From the entries, filter out every line that lacks "roads" and copy the rest.

*** Extracted records Section Begins ***

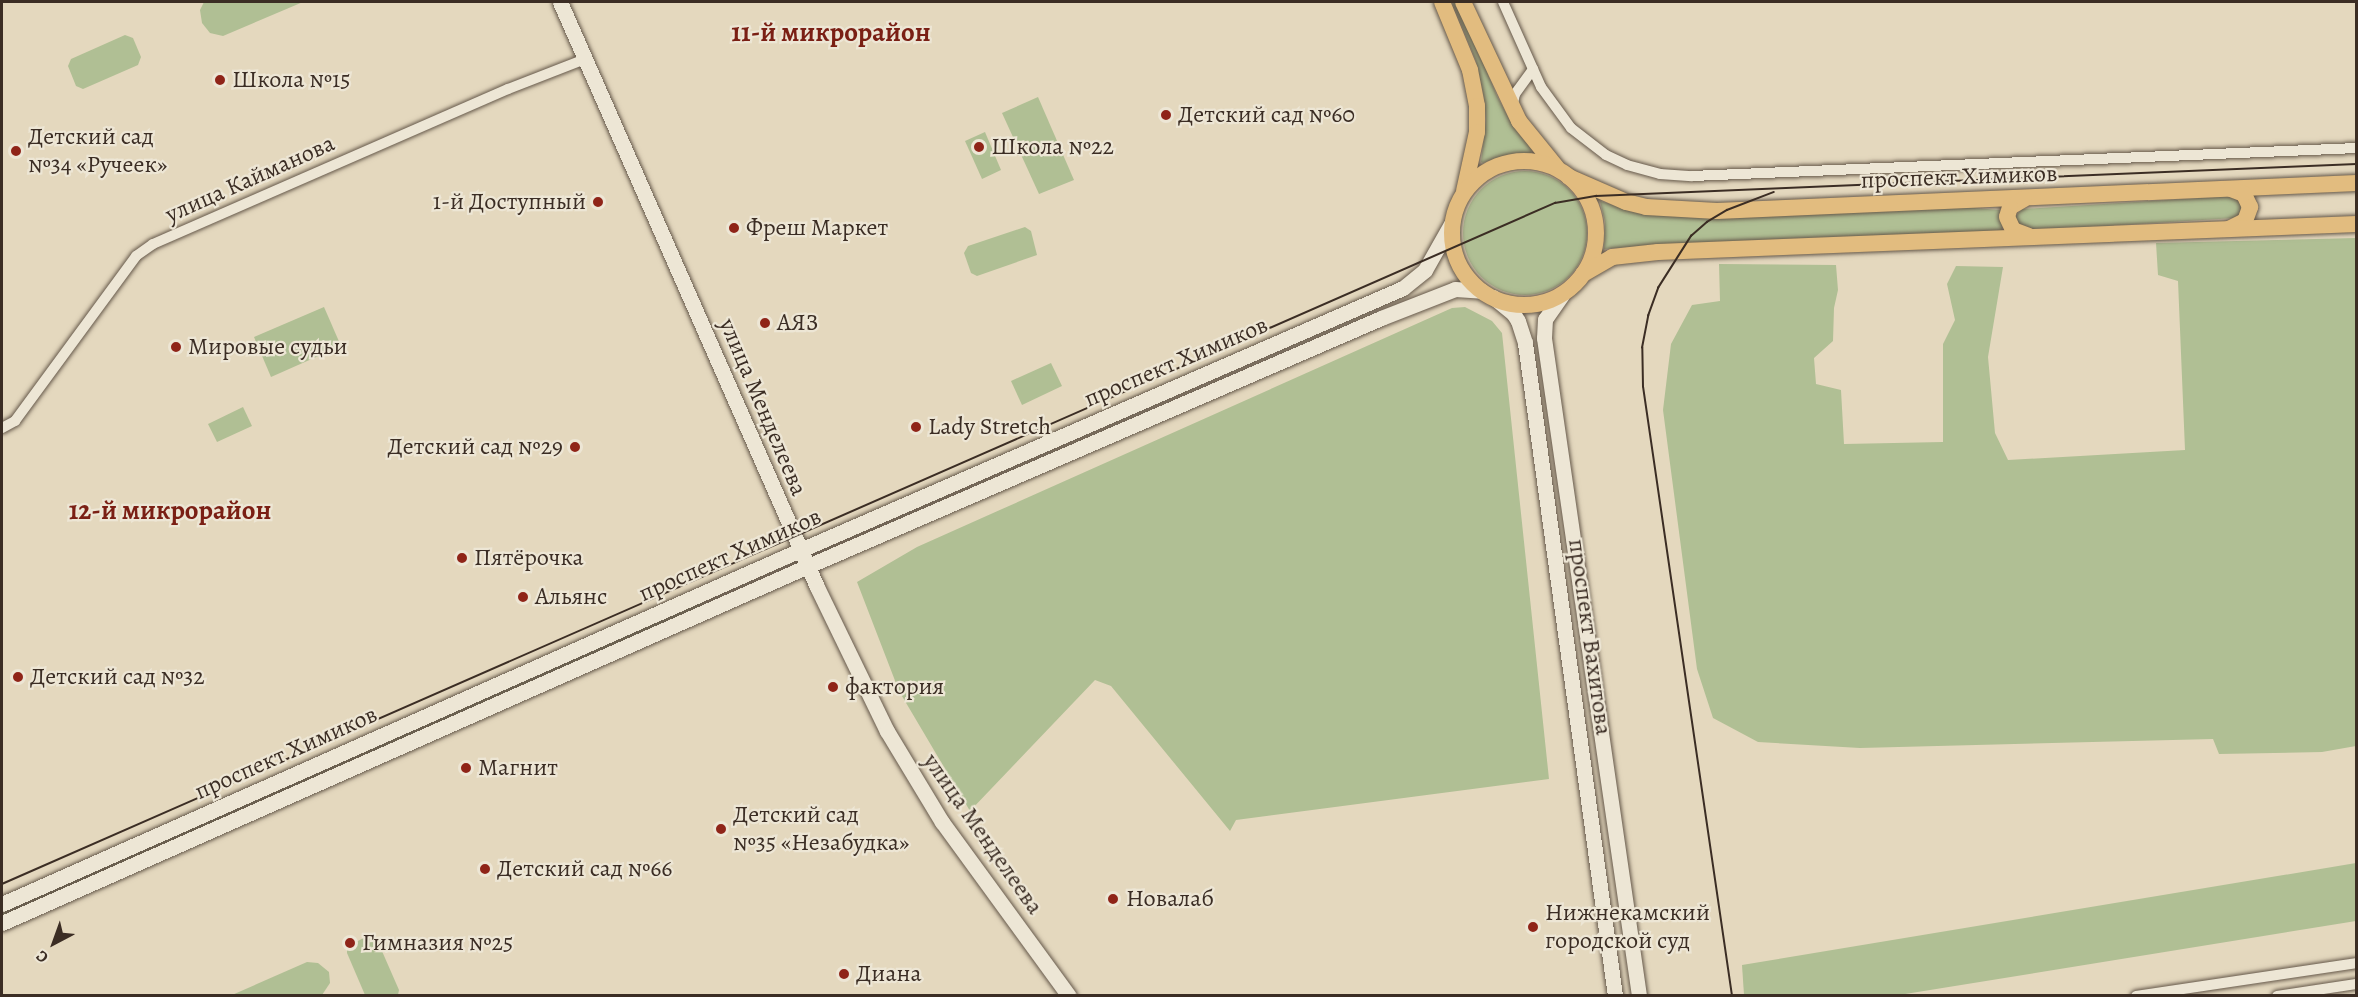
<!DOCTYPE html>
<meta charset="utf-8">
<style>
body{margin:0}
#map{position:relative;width:2358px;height:997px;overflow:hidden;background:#e4d8be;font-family:Alegreya,serif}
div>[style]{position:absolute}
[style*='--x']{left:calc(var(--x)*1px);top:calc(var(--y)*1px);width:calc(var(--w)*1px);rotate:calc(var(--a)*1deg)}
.green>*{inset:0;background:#b0bf94}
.round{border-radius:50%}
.roads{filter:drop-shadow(0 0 2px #65584a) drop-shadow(0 0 2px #65584a)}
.minor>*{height:10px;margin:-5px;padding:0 5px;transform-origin:5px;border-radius:5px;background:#ede6d5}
.secondary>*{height:15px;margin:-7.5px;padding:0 7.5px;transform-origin:7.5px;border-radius:7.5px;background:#ede6d5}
.primary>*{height:16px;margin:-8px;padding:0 8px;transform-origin:8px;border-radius:8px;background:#e2bc7f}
.primary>.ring{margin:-8px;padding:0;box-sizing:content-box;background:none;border:16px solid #e2bc7f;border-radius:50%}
.tram>*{height:1.5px;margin:-0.75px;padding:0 0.75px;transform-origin:0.75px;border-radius:0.75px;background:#3b2d24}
.dots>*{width:16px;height:16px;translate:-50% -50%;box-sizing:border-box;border:3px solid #ede6d5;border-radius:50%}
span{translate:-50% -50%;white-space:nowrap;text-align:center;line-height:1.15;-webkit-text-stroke:4.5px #ede6d5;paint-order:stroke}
.poi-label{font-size:24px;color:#3b2d24}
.left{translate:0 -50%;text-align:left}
.right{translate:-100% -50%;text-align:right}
.street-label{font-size:24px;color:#3b2d24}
.quarter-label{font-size:27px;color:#7a1f14;font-weight:700}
.frame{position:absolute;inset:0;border:3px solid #3b2d24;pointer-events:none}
.north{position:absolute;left:24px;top:913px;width:60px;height:60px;-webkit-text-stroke:4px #ede6d5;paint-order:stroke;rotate:221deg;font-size:16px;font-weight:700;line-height:24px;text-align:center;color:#3b2d24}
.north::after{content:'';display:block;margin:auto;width:21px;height:27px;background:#3b2d24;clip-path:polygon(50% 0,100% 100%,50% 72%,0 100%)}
</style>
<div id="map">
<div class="green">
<i style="clip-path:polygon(204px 2px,303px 2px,223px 36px,210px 33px,202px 23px,200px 10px)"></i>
<i style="clip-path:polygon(1452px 2px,1458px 2px,1497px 96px,1514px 128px,1532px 149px,1531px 153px,1506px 155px,1483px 163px,1481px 162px,1486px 120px,1484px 98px,1476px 61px)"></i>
<i style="clip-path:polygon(125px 35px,133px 38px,141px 57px,138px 65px,83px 89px,76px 86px,68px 66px,71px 59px)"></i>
<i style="clip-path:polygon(1038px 97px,1074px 180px,1039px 194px,1002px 113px)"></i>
<i style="clip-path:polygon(985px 132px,1001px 170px,982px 179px,965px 141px)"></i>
<i class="round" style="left:1463px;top:171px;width:124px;height:124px"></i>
<i style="clip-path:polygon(2231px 196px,2242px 203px,2242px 213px,2235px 218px,2025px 231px,2014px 218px,2022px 209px)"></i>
<i style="clip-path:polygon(1600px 201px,1645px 214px,1699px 218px,1961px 207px,2000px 210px,2003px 233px,1676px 244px,1604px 249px,1605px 222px)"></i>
<i style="clip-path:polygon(1025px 227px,1031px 231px,1037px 255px,977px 276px,971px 273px,964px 253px,968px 246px)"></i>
<i style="clip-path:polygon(2356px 238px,2356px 746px,2322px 752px,2219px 754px,2213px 739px,1860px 748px,1758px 742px,1713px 718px,1697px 669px,1663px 410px,1671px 344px,1692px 305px,1720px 301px,1719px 264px,1836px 265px,1838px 290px,1834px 308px,1833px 341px,1814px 358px,1816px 384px,1841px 390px,1844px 444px,1943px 442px,1943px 344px,1955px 320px,1947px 284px,1956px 266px,2003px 267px,1988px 357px,1995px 433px,2008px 460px,2185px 450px,2178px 281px,2158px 275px,2156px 243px)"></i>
<i style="clip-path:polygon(324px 307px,341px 346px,271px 377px,254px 337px)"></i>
<i style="clip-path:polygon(1465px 307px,1492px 321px,1502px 333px,1549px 779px,1236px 820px,1230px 831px,1111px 686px,1095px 680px,970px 811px,899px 691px,857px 582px,917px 547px,1452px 308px)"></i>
<i style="clip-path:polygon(1051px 363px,1062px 386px,1022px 405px,1011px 381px)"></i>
<i style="clip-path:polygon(243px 407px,252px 426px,217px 442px,208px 424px)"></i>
<i style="clip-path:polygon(699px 602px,701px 607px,2px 917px,2px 912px)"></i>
<i style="clip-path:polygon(2356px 863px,2356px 921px,1899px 995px,1744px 995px,1742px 965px)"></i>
<i style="clip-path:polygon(367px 936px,373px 937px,378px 942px,399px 990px,398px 995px,365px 995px,347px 953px,347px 947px)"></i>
<i style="clip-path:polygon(307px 962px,318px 963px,329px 972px,330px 983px,322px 995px,232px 995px)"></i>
</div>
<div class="roads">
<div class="minor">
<i style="--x:1503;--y:2;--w:93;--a:65.9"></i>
<i style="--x:1541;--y:87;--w:51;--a:53.8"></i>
<i style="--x:1571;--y:128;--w:44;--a:37.6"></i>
<i style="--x:1606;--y:155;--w:23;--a:25"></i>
<i style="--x:1627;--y:165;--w:34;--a:15"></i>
<i style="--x:1660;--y:174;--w:32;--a:4"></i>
<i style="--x:1692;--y:176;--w:665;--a:-2.41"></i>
<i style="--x:1512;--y:108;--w:14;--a:-78"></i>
<i style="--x:1515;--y:94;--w:31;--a:-54"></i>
<i style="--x:2;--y:428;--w:15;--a:-28"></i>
<i style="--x:15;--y:421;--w:205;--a:-53.7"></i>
<i style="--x:136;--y:256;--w:21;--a:-35"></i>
<i style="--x:153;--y:244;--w:387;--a:-23.6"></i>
<i style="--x:508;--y:89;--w:83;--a:-21.3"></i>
<i style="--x:2136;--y:996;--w:222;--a:-8.5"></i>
<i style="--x:2277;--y:996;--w:80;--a:-8.6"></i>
</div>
<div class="secondary">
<i style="--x:560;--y:2;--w:639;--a:66.28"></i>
<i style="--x:817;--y:587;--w:160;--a:64.1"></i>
<i style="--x:887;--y:731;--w:106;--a:58.9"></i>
<i style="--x:942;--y:822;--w:215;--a:53.9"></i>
<i style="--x:1562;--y:295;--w:29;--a:125"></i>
<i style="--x:1545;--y:319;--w:19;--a:93"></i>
<i style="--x:1544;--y:338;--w:665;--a:81.78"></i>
<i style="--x:1493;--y:297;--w:26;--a:39"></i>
<i style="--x:1513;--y:313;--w:9;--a:58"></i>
<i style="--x:1518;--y:321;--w:23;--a:72"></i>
<i style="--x:1525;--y:343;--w:659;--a:82.15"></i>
<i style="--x:2;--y:904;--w:853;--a:-23.92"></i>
<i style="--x:782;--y:558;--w:677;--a:-23.5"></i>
<i style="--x:1403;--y:288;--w:28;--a:-39"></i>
<i style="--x:1425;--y:270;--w:55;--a:-60.6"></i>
<i style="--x:2;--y:923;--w:882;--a:-23.89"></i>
<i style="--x:808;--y:566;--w:624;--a:-23.4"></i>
<i style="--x:1381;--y:318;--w:79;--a:-21.4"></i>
<i style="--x:1455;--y:289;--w:27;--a:4"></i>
</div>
<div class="primary">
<i style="--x:1442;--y:2;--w:74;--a:67.6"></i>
<i style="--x:1470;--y:70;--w:37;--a:79"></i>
<i style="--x:1477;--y:106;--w:26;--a:90"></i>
<i style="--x:1477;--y:132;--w:60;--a:102.4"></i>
<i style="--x:1463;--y:2;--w:132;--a:64.8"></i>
<i style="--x:1519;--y:121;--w:60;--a:51"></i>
<i class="ring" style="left:1452px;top:161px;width:128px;height:128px"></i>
<i style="--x:1569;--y:177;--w:62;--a:23.7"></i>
<i style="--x:1626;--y:202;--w:21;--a:14"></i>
<i style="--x:1646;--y:207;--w:71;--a:3.2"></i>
<i style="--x:1717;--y:211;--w:640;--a:-2.51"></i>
<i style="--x:2024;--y:199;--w:16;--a:150"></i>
<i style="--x:2010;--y:207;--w:10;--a:107"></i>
<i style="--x:2007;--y:217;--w:14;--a:65"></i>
<i style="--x:2013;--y:230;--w:17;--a:21"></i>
<i style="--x:2229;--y:229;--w:18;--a:-27"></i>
<i style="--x:2245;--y:221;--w:15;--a:-70"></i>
<i style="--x:2250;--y:207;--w:14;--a:-115"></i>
<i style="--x:2244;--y:194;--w:14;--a:-159"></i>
<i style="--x:1583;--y:274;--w:34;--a:-30"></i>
<i style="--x:1612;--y:257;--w:46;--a:-6.2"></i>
<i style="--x:1658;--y:252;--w:699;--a:-2.3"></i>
</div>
</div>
<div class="tram">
<i style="--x:2;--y:884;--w:1696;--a:-23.68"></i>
<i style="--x:1555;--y:203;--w:42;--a:-9.7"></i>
<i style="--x:1596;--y:196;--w:761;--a:-2.41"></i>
<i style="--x:1732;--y:996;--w:615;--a:-98.31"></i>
<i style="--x:1643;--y:387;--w:39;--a:-91"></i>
<i style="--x:1642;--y:348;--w:33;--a:-79"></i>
<i style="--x:1648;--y:316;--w:30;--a:-70"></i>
<i style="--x:1658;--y:288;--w:62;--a:-57.6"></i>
<i style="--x:1691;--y:236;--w:21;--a:-41"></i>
<i style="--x:1707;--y:222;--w:23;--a:-31"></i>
<i style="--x:1727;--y:210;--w:50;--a:-21"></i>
</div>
<div class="dots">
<i style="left:220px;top:80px;background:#8f2418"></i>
<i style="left:1166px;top:115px;background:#8f2418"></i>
<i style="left:979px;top:147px;background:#8f2418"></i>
<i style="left:16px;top:151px;background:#8f2418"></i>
<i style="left:598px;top:202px;background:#8f2418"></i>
<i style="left:734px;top:228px;background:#8f2418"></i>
<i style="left:765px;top:323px;background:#8f2418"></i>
<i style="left:176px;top:347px;background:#8f2418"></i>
<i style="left:916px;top:427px;background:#8f2418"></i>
<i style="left:575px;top:447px;background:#8f2418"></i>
<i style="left:462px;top:558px;background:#8f2418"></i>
<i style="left:523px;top:597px;background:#8f2418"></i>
<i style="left:18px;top:677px;background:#8f2418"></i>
<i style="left:833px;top:687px;background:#8f2418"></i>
<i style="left:466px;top:768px;background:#8f2418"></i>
<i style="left:721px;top:829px;background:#8f2418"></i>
<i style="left:485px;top:869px;background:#8f2418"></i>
<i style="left:1113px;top:899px;background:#8f2418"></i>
<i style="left:1533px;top:927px;background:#8f2418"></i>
<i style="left:350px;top:943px;background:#8f2418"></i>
<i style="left:844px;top:974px;background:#8f2418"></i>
</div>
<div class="poi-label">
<span class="left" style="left:232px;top:80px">Школа №15</span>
<span class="left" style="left:1178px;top:115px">Детский сад №60</span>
<span class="left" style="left:28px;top:151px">Детский сад<br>№34 «Ручеек»</span>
<span class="left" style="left:991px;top:147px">Школа №22</span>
<span class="right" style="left:586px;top:202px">1-й Доступный</span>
<span class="left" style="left:746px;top:228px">Фреш Маркет</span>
<span class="left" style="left:777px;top:323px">АЯЗ</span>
<span class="left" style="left:188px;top:347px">Мировые судьи</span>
<span class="left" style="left:928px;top:427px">Lady Stretch</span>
<span class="right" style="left:563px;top:447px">Детский сад №29</span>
<span class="left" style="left:474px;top:558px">Пятёрочка</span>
<span class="left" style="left:535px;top:597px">Альянс</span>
<span class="left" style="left:30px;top:677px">Детский сад №32</span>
<span class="left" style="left:845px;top:687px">фактория</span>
<span class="left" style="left:478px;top:768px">Магнит</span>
<span class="left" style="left:733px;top:829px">Детский сад<br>№35 «Незабудка»</span>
<span class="left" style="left:497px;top:869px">Детский сад №66</span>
<span class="left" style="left:1126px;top:899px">Новалаб</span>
<span class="left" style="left:1545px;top:927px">Нижнекамский<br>городской суд</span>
<span class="left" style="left:362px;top:943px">Гимназия №25</span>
<span class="left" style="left:856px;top:974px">Диана</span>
</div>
<div class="street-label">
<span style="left:1959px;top:177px;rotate:-2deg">проспект Химиков</span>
<span style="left:250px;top:179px;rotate:-24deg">улица Кайманова</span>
<span style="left:1176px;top:362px;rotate:-23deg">проспект Химиков</span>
<span style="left:763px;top:407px;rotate:67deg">улица Менделеева</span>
<span style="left:730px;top:555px;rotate:-24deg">проспект Химиков</span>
<span style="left:1590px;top:637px;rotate:82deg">проспект Вахитова</span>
<span style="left:286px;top:753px;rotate:-24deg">проспект Химиков</span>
<span style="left:983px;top:834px;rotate:55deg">улица Менделеева</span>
</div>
<div class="quarter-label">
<span style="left:831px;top:33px">11-й микрорайон</span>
<span style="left:170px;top:511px">12-й микрорайон</span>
</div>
<div class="frame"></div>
<div class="north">С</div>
</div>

*** Extracted records Section Ends ***

* [Solution for this exercise]:
.roads{filter:drop-shadow(0 0 2px #65584a) drop-shadow(0 0 2px #65584a)}
<div class="roads">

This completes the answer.